Mas recentemente foi incluída uma emenda, do deputado Julio Lopes (PP-RJ), que prevê que, para receber o selo, o bar também deverá estar em dia com o pagamento de direitos de execução pública aos compositores, via Ecad.
“Além da questão financeira, o couvert contribui para o desenvolvimento profissional e a visibilidade no mercado”, comentou a deputada Melchiona, que se inspirou numa lei municipal de Porto Alegre ao propor o projeto.
A transparência, ela disse, ajudaria aos clientes que apoiam músicos a selecionar locais que realmente promovam os artistas:
“Para garantir a aprovação dessa lei, é necessário a mobilização da classe e o apoio de instituições como a UBC e outras.”
Valorizando o trabalho intelectual
Já o deputado Julio Lopes (PP/RJ), presidente da Frente Parlamentar da Propriedade Intelectual e de Combate à Pirataria, afirmou que a emenda foi apresentada depois de uma sugestão do Ecad.
“Muitas vezes os direitos dos autores são negligenciados. Vincular o recebimento do selo ‘Bar Que Respeita o Músico’ ao estabelecimento estar em dia com os direitos autorais é uma maneira de valorizar esse trabalho intelectual”, afirmou Lopes, destacando a autoridade do Ecad para pedir a emenda, já que as sociedades que o compõem, somadas, representam os interesses de mais de 400 mil titulares de direitos autorais.
Atualmente, a Lei do Couvert tramita na Comissão de Indústria, Comércio e Serviços (CICS). Depois, passará para várias outras comissões da Câmara dos Deputados, como a de Cultura (CCULT).
“A proposta não passará pelo plenário da Câmara, indo direto para apreciação pelo Senado. O caminho ainda é longo, mas acreditamos que a tramitação pode ser rápida”, avaliou Lopes.
Dando efetividade à lei
Consultor jurídico da UBC e presidente do Instituto dos Advogados Brasileiros (IAB), Sydney Sanches observou que o couvert e os direitos autorais são pagamentos separados, mas não dissociados.

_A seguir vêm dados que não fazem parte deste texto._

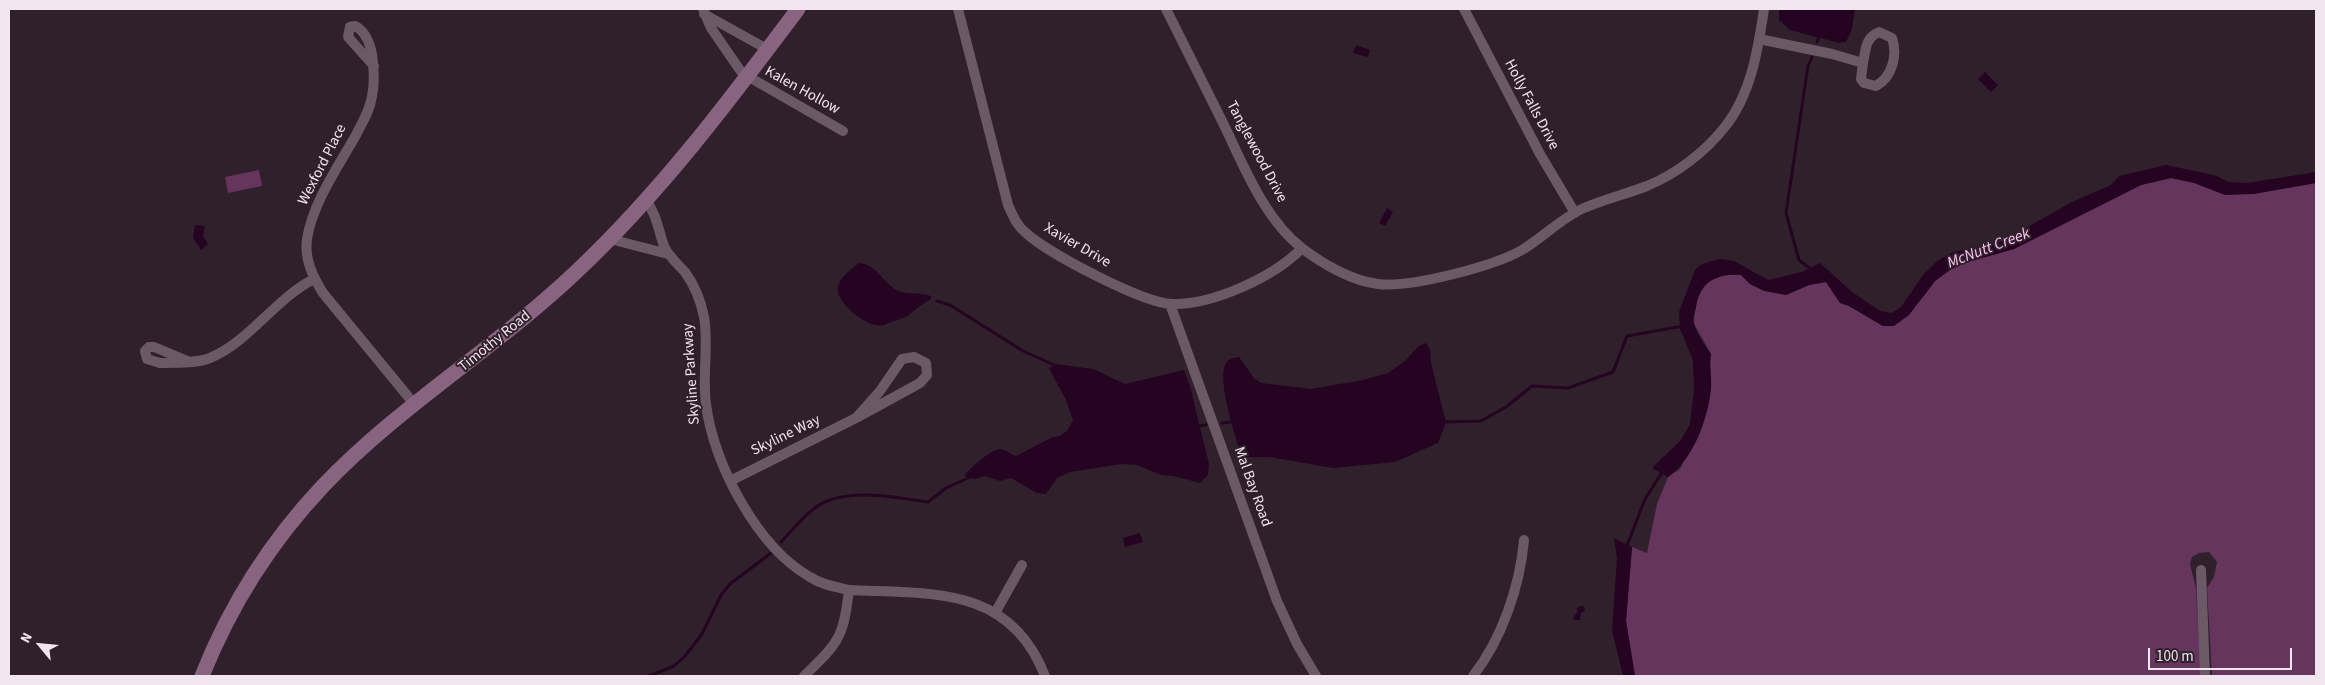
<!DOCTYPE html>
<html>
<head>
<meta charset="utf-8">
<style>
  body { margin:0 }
  #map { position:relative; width:2325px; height:685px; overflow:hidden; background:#2f202c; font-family:"Source Sans 3",sans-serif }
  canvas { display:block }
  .frame { position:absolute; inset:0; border:10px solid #f1e6ef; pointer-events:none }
  .north { position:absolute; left:15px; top:620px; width:50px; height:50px; -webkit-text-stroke:4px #2f202c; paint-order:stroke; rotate:298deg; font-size:14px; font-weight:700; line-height:20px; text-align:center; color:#f1e6ef }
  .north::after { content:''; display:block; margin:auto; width:18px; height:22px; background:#f1e6ef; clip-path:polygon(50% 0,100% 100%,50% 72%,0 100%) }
  .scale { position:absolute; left:2148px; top:648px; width:144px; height:22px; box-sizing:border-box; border:2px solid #f1e6ef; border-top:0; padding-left:6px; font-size:15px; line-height:18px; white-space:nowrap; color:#f1e6ef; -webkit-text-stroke:4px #2f202c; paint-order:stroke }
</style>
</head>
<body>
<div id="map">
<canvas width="2325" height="685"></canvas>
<div class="frame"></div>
<div class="north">N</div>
<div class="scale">100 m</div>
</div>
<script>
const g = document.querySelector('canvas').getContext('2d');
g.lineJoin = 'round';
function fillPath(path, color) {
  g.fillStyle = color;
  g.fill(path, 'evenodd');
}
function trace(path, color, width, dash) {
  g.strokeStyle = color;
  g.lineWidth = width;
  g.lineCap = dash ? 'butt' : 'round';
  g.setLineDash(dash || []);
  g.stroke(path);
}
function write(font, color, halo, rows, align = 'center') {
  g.font = font + ' "Source Sans 3",sans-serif';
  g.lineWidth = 4;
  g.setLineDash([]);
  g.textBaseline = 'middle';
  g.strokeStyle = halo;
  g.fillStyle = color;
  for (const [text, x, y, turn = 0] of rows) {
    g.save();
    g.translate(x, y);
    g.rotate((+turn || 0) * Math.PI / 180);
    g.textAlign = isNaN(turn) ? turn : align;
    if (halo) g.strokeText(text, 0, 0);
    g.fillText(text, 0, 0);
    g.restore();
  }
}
fillPath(new Path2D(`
  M 259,170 L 262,186 L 228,193 L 225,177 Z
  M 2171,178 L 2253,194 L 2316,183 L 2316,676 L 2212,676 L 2207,588 L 2214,577 L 2217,562 L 2209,552 L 2199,553 L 2192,557 L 2190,564 L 2196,588 L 2201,676 L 1635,676 L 1626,621 L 1632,547 L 1647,553 L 1657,504 L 1668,477 L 1680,469 L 1706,410 L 1711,388 L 1709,364 L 1711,354 L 1693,322 L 1697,299 L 1704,285 L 1712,280 L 1727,274 L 1741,275 L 1750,284 L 1786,295 L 1809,285 L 1826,282 L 1840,303 L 1849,306 L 1883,326 L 1924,296 L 1935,281 L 1950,270 L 1964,263 L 2014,249 L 2141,185 Z`), '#65355d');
fillPath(new Path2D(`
  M 1779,9 L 1855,9 L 1852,29 L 1846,42 L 1839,43 L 1790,30 L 1779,20 Z
  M 1356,45 L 1370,50 L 1368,57 L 1353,53 Z
  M 1985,72 L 1998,85 L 1991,92 L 1978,79 Z
  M 2166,165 L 2214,175 L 2229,182 L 2247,183 L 2316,172 L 2316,183 L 2253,194 L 2225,195 L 2194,183 L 2171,178 L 2141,185 L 2014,249 L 1964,263 L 1950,270 L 1935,281 L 1909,315 L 1894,326 L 1883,326 L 1849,306 L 1840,303 L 1826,282 L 1809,285 L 1786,295 L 1764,291 L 1750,284 L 1741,275 C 1716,273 1700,282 1696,307 C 1695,312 1693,318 1694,323 C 1696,334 1705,345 1711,354 C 1709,366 1712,377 1711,389 C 1708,419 1693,460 1668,477 L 1652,468 L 1681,440 L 1690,424 L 1694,389 L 1693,360 L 1680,329 L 1679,312 L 1695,270 L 1702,264 L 1719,259 L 1734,261 L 1768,280 L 1802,272 L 1820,263 L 1852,292 L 1880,311 L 1892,313 L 1901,307 L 1923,275 L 1936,262 L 1953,252 L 2001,242 L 2072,202 L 2111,185 L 2119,176 Z
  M 1387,208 L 1393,212 L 1385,226 L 1379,223 Z
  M 195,225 L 205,226 L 203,236 L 208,244 L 201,250 L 193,238 Z
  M 859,263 C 877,265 882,281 896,290 C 905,295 917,292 927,295 L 931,296 L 931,299 C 922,304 916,309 909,315 C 903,319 890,322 884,325 C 869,330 834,302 838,286 C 841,276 852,269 859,263 Z
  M 1426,343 L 1430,350 L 1431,363 L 1446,422 L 1438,443 L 1395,462 L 1333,468 L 1269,457 L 1242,457 C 1236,439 1216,380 1226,363 C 1229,358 1234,358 1239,357 L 1254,378 L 1261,383 L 1311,389 L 1363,380 L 1388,373 L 1405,361 L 1419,346 Z
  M 1056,364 L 1093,369 L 1125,384 L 1184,370 L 1190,386 L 1209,464 L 1208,475 L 1200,483 L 1174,476 L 1161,475 L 1137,465 L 1121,464 L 1070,472 L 1057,478 L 1046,494 L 1037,493 L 1011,478 L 1000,481 L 985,476 L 975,479 L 964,476 C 970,468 991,449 1001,449 C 1006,450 1011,454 1016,456 L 1053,437 L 1060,436 L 1067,431 L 1073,420 L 1066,400 L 1049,368 Z
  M 1140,533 L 1143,542 L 1125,547 L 1123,538 Z
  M 1614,538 L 1632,547 L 1626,621 L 1635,676 L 1623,676 L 1612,630 L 1617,558 Z
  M 1580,606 L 1584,606 L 1585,611 L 1581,613 L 1580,620 L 1574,620 L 1573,618 L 1577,612 L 1577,608 Z`), '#250421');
trace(new Path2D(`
  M 1817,42 L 1819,37
  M 1812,57 L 1808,66 L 1786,213 L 1799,260 L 1813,271
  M 937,301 L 950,305 L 1023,351 L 1059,367
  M 1442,422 L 1481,421 L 1506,407 L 1532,386 L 1568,388 L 1613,372 L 1627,336 L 1683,326
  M 1222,423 L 1233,422
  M 1196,426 L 1206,425
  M 781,542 C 794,529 809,508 827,501 C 858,489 897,498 928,502 L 946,488 L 973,476
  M 1626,548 L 1645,499 L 1663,471
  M 649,676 L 674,666 L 685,656 L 702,634 L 721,595 L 730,584 L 771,553`), '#250421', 3);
trace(new Path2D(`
  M 703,9 L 711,28 L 742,73 L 843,131
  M 958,9 L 1008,205 C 1013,216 1017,226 1026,233 C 1049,254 1143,303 1172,304 C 1213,305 1274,277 1302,248
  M 1166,9 C 1185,47 1204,85 1223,123 C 1244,166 1264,219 1303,249 C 1323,264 1352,281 1378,284 C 1411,288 1494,266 1522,250 C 1544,237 1561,218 1584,208 C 1605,199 1626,194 1647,186 C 1676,174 1704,153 1724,128 C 1751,95 1758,50 1764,9
  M 1464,9 L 1540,154 L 1575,213
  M 704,14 L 767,49
  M 1759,39 L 1832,54 L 1863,63 L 1861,79 L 1864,83 L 1876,86 C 1892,77 1898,56 1892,38 L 1879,32 C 1865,38 1866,49 1863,63
  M 374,66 L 348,37 L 350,27 L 355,26 C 365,31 370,44 372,54 C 374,68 375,82 372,96 C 370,111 362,123 356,135 C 338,167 313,202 307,239 C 304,259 313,277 323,293 L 415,405
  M 646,201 C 657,214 658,230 664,246 C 668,256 678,264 685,272 C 695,286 701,301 704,317 C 709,345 702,375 706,404 C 713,463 757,547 810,577 C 822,585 836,587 849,590
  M 610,239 L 668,254
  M 1170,304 L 1277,601 L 1297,644 L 1316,676
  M 190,362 L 154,347 L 149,347 L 145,351 L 147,359 L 160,363 C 176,362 195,364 210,358 C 249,342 276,298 314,279
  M 730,481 L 856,418 L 920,383 L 927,375 L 926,363 L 914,357 L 902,359 L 880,391 L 856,418
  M 2201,570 L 2205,676
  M 995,613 L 1022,565
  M 804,676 C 839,642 843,639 849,590 C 931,594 1010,585 1045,676
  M 1473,676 C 1502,639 1520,586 1524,540`), '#6c5968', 10);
trace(new Path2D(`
  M 202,676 C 230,606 271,541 323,486 C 399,406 496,348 576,272 C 660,193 729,101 798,9`), '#886481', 15);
write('15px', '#f1e6ef', '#2f202c', [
  ["Kalen Hollow",802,91,29],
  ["Holly Falls Drive",1531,105,62],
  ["Tanglewood Drive",1256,152,62],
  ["Wexford Place",323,165,-63],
  ["Xavier Drive",1077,246,30],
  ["Timothy Road",495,342,-39],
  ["Skyline Parkway",692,374,-94],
  ["Skyline Way",786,436,-26],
  ["Mal Bay Road",1252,487,70]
]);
write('italic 16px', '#fdc2f1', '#2f202c', [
  ["McNutt Creek",1989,249,-21]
]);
</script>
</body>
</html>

“Dar publicidade pelo uso do selo servirá também para valorizar os direitos autorais”, resumiu, ressaltando que o PL 3441 não altera a Lei de Direitos Autorais (Lei 9.610/1998), mas aumenta a efetividade de seu cumprimento. “Atende à cadeia da música, gerando um ambiente mais positivo para várias áreas como turismo, entretenimento etc.”
Músico, professor e compositor filiado à UBC, Gabriel Paes toca há 15 anos em bares de Brasília e vê com bons olhos a iniciativa.
“Hoje sou mais seletivo com os ‘gigs’ (apresentações). Mas já tive problemas em receber o couvert em várias ocasiões”, contou.
Para ele, leis que protejam os músicos são necessárias, pois muitos acabam aceitando pagamentos menores.
“Também é importante valorizar os direitos autorais, mas gostaria que a lei tivesse algum mecanismo para estimular que compositores locais fossem tocados. Na maioria das vezes, o repertório é de autores já consagrados”, opinou.
Sydney Sanches disse acreditar que essa ideia é boa, mas que talvez requeresse um PL só para si.
“O ideal seria uma legislação específica para compositores locais ou políticas estaduais e municipais”, concluiu.